Stored data
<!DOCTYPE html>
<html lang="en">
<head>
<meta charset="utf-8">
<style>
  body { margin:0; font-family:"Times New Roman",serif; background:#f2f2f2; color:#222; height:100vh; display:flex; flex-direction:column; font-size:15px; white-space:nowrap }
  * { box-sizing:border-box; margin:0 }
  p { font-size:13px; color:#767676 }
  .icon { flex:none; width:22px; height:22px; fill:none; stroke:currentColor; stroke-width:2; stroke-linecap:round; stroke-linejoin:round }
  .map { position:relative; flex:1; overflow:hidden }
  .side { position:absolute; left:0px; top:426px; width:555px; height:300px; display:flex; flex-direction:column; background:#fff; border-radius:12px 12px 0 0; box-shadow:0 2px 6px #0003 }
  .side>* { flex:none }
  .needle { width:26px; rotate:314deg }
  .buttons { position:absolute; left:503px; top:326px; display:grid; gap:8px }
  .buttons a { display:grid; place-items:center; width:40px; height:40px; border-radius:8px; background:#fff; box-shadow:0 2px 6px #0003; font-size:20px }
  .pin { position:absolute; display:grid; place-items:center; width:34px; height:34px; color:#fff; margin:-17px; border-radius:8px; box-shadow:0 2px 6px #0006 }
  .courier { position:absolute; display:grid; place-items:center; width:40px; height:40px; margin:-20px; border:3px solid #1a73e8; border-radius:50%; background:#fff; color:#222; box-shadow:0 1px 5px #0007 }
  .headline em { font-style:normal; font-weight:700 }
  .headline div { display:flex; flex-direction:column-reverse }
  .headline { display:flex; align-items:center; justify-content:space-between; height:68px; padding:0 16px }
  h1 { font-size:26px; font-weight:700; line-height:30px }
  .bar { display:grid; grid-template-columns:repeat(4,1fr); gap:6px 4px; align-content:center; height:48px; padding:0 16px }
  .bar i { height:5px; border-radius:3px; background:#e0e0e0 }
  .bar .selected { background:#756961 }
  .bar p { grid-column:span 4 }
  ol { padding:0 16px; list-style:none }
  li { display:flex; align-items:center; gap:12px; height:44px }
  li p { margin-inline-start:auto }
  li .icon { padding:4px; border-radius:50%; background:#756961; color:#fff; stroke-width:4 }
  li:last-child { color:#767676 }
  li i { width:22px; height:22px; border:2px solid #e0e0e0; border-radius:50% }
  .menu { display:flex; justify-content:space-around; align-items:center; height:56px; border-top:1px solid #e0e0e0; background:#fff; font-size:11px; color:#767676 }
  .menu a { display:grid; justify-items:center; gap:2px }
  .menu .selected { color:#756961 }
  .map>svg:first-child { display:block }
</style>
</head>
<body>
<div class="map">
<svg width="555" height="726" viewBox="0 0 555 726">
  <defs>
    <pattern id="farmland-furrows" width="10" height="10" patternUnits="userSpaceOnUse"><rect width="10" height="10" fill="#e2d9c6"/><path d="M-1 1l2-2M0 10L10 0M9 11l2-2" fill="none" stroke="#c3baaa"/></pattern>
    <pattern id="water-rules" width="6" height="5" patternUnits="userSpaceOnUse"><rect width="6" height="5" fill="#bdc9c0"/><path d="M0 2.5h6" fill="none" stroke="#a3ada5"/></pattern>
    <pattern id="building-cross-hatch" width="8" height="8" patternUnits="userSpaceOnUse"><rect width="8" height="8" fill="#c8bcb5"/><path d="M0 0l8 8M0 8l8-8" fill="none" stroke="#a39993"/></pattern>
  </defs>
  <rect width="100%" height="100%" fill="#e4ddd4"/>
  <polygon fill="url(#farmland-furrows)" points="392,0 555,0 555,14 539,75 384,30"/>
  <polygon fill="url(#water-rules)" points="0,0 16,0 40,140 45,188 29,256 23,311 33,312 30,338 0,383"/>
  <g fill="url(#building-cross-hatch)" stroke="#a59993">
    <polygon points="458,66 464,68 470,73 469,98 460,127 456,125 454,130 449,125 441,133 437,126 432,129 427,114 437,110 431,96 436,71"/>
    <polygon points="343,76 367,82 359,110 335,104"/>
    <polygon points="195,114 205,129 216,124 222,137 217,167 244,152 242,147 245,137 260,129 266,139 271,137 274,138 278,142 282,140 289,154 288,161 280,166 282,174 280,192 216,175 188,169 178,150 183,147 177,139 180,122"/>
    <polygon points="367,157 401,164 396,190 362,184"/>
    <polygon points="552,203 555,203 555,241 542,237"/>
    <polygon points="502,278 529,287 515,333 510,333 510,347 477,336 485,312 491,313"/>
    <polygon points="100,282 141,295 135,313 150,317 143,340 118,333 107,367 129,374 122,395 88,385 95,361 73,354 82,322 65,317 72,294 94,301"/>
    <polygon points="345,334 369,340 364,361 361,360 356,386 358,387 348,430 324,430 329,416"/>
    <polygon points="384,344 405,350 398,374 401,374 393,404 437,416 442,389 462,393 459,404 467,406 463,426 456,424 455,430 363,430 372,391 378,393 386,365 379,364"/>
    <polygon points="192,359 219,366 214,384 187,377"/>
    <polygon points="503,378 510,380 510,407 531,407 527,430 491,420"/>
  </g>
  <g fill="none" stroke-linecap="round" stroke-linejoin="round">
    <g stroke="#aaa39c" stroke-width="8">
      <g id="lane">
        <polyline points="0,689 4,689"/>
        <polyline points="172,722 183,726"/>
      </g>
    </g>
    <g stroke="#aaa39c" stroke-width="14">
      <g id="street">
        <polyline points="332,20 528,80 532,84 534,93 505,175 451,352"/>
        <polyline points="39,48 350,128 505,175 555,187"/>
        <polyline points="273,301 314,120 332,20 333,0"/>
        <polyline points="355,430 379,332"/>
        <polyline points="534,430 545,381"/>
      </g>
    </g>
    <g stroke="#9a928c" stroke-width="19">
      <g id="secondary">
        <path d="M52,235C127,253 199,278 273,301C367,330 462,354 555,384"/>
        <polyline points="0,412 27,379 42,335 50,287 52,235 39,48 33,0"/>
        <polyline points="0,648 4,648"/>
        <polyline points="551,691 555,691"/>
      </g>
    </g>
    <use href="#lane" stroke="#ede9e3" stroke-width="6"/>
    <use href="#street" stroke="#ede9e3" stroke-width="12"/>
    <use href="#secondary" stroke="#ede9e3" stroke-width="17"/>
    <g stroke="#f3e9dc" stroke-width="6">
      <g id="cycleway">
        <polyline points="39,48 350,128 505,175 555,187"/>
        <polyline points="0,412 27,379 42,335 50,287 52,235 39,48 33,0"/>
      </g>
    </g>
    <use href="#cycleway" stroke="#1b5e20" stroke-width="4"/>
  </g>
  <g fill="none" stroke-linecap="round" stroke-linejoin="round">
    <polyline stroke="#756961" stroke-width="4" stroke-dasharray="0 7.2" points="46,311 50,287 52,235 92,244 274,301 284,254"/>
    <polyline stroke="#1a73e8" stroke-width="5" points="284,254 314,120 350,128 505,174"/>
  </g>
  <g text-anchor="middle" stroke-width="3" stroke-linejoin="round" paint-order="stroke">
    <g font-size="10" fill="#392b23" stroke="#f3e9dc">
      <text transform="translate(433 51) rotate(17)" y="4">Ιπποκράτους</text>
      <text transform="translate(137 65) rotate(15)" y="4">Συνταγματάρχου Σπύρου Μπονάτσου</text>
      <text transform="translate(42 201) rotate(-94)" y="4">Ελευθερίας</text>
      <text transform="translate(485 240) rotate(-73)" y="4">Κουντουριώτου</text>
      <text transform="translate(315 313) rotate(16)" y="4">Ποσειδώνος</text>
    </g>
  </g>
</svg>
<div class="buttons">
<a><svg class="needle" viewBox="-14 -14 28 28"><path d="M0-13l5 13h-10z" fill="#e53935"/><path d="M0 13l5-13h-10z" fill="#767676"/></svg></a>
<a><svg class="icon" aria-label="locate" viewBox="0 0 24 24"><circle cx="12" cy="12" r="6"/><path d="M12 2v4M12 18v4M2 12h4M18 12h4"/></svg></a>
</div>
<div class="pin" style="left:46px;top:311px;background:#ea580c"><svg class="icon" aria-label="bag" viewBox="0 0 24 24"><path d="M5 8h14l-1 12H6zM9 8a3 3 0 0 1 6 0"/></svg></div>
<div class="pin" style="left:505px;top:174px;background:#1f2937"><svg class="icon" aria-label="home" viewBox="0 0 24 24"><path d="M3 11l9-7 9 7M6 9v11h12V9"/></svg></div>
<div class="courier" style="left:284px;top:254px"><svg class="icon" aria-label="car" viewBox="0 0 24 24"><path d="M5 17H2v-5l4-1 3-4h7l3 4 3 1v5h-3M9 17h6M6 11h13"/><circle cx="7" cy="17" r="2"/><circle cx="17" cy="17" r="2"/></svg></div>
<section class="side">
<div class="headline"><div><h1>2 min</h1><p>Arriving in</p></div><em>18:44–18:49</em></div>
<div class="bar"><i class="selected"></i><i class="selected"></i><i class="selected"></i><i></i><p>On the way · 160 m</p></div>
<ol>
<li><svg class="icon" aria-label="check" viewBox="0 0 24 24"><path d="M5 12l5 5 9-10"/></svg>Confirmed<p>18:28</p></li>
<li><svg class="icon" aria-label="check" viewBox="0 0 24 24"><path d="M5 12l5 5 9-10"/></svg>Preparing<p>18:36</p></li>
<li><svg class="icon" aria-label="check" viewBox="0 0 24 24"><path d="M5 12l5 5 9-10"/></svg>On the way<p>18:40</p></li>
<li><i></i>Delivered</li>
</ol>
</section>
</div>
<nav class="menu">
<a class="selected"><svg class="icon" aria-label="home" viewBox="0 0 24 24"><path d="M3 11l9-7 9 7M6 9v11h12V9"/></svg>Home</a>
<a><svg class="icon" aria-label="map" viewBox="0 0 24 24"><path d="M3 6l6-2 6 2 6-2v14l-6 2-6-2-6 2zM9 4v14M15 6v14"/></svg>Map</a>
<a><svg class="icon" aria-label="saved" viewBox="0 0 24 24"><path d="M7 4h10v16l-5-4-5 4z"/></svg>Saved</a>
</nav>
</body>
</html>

What to do
What you return should be exactly the lines above, starting at the one with "141,295 135,313 150,317" and ending at the one with "50,287 52,235 92,244", and nothing else.

Solution
    <polygon points="100,282 141,295 135,313 150,317 143,340 118,333 107,367 129,374 122,395 88,385 95,361 73,354 82,322 65,317 72,294 94,301"/>
    <polygon points="345,334 369,340 364,361 361,360 356,386 358,387 348,430 324,430 329,416"/>
    <polygon points="384,344 405,350 398,374 401,374 393,404 437,416 442,389 462,393 459,404 467,406 463,426 456,424 455,430 363,430 372,391 378,393 386,365 379,364"/>
    <polygon points="192,359 219,366 214,384 187,377"/>
    <polygon points="503,378 510,380 510,407 531,407 527,430 491,420"/>
  </g>
  <g fill="none" stroke-linecap="round" stroke-linejoin="round">
    <g stroke="#aaa39c" stroke-width="8">
      <g id="lane">
        <polyline points="0,689 4,689"/>
        <polyline points="172,722 183,726"/>
      </g>
    </g>
    <g stroke="#aaa39c" stroke-width="14">
      <g id="street">
        <polyline points="332,20 528,80 532,84 534,93 505,175 451,352"/>
        <polyline points="39,48 350,128 505,175 555,187"/>
        <polyline points="273,301 314,120 332,20 333,0"/>
        <polyline points="355,430 379,332"/>
        <polyline points="534,430 545,381"/>
      </g>
    </g>
    <g stroke="#9a928c" stroke-width="19">
      <g id="secondary">
        <path d="M52,235C127,253 199,278 273,301C367,330 462,354 555,384"/>
        <polyline points="0,412 27,379 42,335 50,287 52,235 39,48 33,0"/>
        <polyline points="0,648 4,648"/>
        <polyline points="551,691 555,691"/>
      </g>
    </g>
    <use href="#lane" stroke="#ede9e3" stroke-width="6"/>
    <use href="#street" stroke="#ede9e3" stroke-width="12"/>
    <use href="#secondary" stroke="#ede9e3" stroke-width="17"/>
    <g stroke="#f3e9dc" stroke-width="6">
      <g id="cycleway">
        <polyline points="39,48 350,128 505,175 555,187"/>
        <polyline points="0,412 27,379 42,335 50,287 52,235 39,48 33,0"/>
      </g>
    </g>
    <use href="#cycleway" stroke="#1b5e20" stroke-width="4"/>
  </g>
  <g fill="none" stroke-linecap="round" stroke-linejoin="round">
    <polyline stroke="#756961" stroke-width="4" stroke-dasharray="0 7.2" points="46,311 50,287 52,235 92,244 274,301 284,254"/>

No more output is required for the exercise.